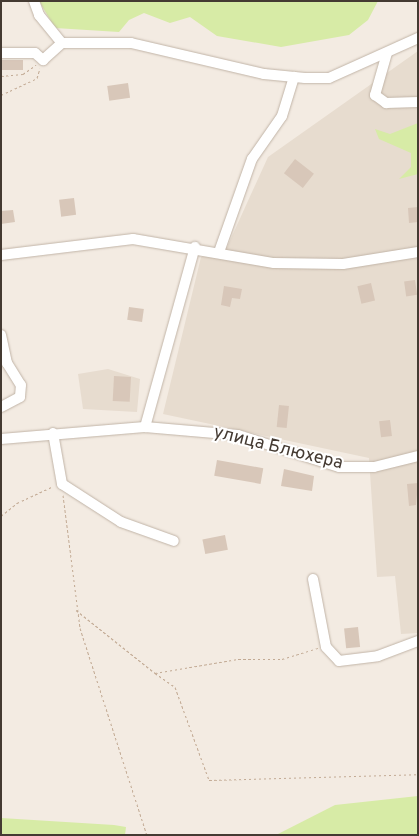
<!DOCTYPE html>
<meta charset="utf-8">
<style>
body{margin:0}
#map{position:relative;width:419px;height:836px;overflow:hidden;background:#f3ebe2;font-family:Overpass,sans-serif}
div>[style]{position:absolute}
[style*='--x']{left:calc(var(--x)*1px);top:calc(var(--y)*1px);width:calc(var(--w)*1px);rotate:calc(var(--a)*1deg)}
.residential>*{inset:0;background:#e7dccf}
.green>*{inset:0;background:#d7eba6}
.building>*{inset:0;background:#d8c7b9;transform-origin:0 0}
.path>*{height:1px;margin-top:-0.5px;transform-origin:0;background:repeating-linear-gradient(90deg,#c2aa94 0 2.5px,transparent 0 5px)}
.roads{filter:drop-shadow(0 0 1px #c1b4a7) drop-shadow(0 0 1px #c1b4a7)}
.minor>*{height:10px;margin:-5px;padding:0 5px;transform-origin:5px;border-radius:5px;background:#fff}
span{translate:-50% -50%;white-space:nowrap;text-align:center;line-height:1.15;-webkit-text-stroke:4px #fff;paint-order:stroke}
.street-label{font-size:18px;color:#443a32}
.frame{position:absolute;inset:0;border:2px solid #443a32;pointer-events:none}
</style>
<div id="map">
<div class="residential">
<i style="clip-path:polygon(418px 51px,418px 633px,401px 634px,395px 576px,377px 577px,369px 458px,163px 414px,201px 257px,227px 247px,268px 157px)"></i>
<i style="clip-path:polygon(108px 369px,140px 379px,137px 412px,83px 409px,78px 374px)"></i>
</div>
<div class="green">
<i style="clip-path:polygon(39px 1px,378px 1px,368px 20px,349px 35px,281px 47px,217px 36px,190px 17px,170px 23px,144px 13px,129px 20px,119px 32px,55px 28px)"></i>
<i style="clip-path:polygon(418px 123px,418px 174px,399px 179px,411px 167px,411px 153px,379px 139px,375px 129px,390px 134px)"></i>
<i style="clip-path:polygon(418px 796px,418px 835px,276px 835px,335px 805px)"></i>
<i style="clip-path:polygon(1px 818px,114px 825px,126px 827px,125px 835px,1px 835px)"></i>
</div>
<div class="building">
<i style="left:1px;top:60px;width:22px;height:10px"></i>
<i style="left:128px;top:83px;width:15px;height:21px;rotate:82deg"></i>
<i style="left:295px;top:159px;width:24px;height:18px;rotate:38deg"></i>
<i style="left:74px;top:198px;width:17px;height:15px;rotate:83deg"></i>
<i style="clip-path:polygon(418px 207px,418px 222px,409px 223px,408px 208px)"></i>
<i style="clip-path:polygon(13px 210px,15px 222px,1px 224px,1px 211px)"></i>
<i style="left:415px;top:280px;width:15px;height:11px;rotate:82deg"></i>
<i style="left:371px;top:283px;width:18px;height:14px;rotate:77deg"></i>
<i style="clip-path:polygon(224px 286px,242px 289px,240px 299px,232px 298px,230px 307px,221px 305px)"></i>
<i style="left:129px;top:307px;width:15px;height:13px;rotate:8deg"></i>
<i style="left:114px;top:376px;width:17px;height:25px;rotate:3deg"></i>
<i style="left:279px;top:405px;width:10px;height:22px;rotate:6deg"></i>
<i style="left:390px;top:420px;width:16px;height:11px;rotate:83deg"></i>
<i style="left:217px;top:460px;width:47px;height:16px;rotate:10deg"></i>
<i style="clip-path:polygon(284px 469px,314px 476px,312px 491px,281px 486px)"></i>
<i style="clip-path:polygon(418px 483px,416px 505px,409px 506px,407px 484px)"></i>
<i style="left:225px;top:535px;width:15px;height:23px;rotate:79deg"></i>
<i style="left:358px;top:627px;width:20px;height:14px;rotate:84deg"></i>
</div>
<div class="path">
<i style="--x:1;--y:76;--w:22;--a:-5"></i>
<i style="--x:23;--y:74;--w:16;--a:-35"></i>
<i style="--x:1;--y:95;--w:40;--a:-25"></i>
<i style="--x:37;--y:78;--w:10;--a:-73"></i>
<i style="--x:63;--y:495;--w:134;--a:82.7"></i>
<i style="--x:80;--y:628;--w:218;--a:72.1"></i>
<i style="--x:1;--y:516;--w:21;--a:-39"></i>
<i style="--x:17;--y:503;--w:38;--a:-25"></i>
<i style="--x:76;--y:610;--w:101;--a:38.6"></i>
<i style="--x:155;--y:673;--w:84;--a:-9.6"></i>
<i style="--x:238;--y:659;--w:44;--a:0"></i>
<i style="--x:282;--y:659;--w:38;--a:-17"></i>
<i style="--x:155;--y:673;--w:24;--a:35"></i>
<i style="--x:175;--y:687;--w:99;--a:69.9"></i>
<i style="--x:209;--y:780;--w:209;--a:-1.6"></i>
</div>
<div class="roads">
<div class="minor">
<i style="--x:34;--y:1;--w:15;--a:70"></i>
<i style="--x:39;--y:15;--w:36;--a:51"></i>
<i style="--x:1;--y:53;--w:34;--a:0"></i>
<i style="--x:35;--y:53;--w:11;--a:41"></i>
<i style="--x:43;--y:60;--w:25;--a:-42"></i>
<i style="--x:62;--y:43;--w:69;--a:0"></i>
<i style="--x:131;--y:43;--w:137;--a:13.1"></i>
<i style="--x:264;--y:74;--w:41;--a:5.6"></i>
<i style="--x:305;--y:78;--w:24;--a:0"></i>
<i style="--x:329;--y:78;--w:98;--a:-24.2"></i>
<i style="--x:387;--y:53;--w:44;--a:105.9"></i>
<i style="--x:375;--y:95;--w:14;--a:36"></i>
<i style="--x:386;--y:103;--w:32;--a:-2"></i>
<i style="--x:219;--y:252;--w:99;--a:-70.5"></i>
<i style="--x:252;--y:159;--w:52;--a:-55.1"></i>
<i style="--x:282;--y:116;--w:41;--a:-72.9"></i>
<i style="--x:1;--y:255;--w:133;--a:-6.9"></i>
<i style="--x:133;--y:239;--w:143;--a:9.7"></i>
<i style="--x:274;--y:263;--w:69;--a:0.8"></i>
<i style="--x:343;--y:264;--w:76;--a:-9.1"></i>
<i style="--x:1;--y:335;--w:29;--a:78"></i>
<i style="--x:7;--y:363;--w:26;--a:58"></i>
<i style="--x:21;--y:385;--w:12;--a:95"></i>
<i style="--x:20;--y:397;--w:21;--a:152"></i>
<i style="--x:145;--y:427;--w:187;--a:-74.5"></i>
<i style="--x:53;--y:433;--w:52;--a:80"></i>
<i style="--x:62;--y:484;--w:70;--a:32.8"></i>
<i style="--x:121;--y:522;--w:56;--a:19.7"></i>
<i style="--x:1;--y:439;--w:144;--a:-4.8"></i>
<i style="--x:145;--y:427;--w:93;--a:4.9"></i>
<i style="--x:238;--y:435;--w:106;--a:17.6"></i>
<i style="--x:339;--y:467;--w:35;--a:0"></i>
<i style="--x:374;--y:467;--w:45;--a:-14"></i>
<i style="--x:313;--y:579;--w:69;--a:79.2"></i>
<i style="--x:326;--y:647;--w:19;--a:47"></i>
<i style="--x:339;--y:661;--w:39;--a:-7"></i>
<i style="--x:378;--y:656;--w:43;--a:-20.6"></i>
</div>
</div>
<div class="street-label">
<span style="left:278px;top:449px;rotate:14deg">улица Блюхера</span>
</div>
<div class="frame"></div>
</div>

● Problem details
Would you please repeat the lines above exactly, from the first line of the listing through the line holding "1px #c1b4a7) drop-shadow(0", with nothing added and no pictures?

● Written solution
<!DOCTYPE html>
<meta charset="utf-8">
<style>
body{margin:0}
#map{position:relative;width:419px;height:836px;overflow:hidden;background:#f3ebe2;font-family:Overpass,sans-serif}
div>[style]{position:absolute}
[style*='--x']{left:calc(var(--x)*1px);top:calc(var(--y)*1px);width:calc(var(--w)*1px);rotate:calc(var(--a)*1deg)}
.residential>*{inset:0;background:#e7dccf}
.green>*{inset:0;background:#d7eba6}
.building>*{inset:0;background:#d8c7b9;transform-origin:0 0}
.path>*{height:1px;margin-top:-0.5px;transform-origin:0;background:repeating-linear-gradient(90deg,#c2aa94 0 2.5px,transparent 0 5px)}
.roads{filter:drop-shadow(0 0 1px #c1b4a7) drop-shadow(0 0 1px #c1b4a7)}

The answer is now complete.